*WORKING DATA:*
- - - - - - -

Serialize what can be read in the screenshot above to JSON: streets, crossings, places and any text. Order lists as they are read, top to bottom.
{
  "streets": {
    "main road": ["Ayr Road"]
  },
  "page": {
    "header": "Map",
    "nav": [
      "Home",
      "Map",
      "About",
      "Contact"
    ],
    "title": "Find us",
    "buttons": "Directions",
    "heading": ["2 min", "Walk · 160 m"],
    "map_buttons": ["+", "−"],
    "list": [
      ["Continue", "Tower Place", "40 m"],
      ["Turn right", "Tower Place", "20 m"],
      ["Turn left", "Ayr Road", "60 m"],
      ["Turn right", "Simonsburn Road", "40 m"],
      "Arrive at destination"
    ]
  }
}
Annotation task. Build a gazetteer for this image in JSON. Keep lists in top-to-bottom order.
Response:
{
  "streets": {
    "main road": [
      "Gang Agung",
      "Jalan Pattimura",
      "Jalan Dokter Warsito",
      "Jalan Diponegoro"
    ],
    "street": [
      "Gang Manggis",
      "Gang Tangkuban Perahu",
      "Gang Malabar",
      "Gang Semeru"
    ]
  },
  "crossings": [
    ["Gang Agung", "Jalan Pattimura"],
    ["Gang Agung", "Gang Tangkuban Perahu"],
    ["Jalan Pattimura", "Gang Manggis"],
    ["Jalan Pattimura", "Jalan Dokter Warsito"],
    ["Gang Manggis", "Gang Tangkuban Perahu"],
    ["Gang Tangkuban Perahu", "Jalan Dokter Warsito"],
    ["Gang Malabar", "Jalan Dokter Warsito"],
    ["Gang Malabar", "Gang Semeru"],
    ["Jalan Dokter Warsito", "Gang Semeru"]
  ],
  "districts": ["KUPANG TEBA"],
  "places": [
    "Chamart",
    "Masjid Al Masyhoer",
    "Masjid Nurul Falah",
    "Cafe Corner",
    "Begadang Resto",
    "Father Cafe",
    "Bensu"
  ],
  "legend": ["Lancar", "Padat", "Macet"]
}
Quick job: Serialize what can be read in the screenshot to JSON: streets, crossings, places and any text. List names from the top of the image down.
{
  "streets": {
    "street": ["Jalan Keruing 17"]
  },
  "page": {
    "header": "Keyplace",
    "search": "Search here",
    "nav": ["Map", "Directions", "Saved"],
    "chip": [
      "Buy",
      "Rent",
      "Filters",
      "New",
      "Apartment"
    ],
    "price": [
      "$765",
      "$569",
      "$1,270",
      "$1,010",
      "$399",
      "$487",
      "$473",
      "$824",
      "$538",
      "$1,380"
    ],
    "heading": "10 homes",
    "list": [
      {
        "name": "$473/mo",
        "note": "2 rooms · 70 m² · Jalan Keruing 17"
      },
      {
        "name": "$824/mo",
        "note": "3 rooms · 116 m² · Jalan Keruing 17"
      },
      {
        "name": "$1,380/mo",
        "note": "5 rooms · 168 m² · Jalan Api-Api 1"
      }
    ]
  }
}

- - - - - - -

*WHAT YOU SHOULD DO:*
Please transcribe the material above precisely as it stands.

*WRITTEN ANSWER:*
Serialize what can be read in the screenshot above to JSON: streets, crossings, places and any text. Order lists as they are read, top to bottom.
{
  "streets": {
    "main road": ["Ayr Road"]
  },
  "page": {
    "header": "Map",
    "nav": [
      "Home",
      "Map",
      "About",
      "Contact"
    ],
    "title": "Find us",
    "buttons": "Directions",
    "heading": ["2 min", "Walk · 160 m"],
    "map_buttons": ["+", "−"],
    "list": [
      ["Continue", "Tower Place", "40 m"],
      ["Turn right", "Tower Place", "20 m"],
      ["Turn left", "Ayr Road", "60 m"],
      ["Turn right", "Simonsburn Road", "40 m"],
      "Arrive at destination"
    ]
  }
}
Annotation task. Build a gazetteer for this image in JSON. Keep lists in top-to-bottom order.
Response:
{
  "streets": {
    "main road": [
      "Gang Agung",
      "Jalan Pattimura",
      "Jalan Dokter Warsito",
      "Jalan Diponegoro"
    ],
    "street": [
      "Gang Manggis",
      "Gang Tangkuban Perahu",
      "Gang Malabar",
      "Gang Semeru"
    ]
  },
  "crossings": [
    ["Gang Agung", "Jalan Pattimura"],
    ["Gang Agung", "Gang Tangkuban Perahu"],
    ["Jalan Pattimura", "Gang Manggis"],
    ["Jalan Pattimura", "Jalan Dokter Warsito"],
    ["Gang Manggis", "Gang Tangkuban Perahu"],
    ["Gang Tangkuban Perahu", "Jalan Dokter Warsito"],
    ["Gang Malabar", "Jalan Dokter Warsito"],
    ["Gang Malabar", "Gang Semeru"],
    ["Jalan Dokter Warsito", "Gang Semeru"]
  ],
  "districts": ["KUPANG TEBA"],
  "places": [
    "Chamart",
    "Masjid Al Masyhoer",
    "Masjid Nurul Falah",
    "Cafe Corner",
    "Begadang Resto",
    "Father Cafe",
    "Bensu"
  ],
  "legend": ["Lancar", "Padat", "Macet"]
}
Quick job: Serialize what can be read in the screenshot to JSON: streets, crossings, places and any text. List names from the top of the image down.
{
  "streets": {
    "street": ["Jalan Keruing 17"]
  },
  "page": {
    "header": "Keyplace",
    "search": "Search here",
    "nav": ["Map", "Directions", "Saved"],
    "chip": [
      "Buy",
      "Rent",
      "Filters",
      "New",
      "Apartment"
    ],
    "price": [
      "$765",
      "$569",
      "$1,270",
      "$1,010",
      "$399",
      "$487",
      "$473",
      "$824",
      "$538",
      "$1,380"
    ],
    "heading": "10 homes",
    "list": [
      {
        "name": "$473/mo",
        "note": "2 rooms · 70 m² · Jalan Keruing 17"
      },
      {
        "name": "$824/mo",
        "note": "3 rooms · 116 m² · Jalan Keruing 17"
      },
      {
        "name": "$1,380/mo",
        "note": "5 rooms · 168 m² · Jalan Api-Api 1"
      }
    ]
  }
}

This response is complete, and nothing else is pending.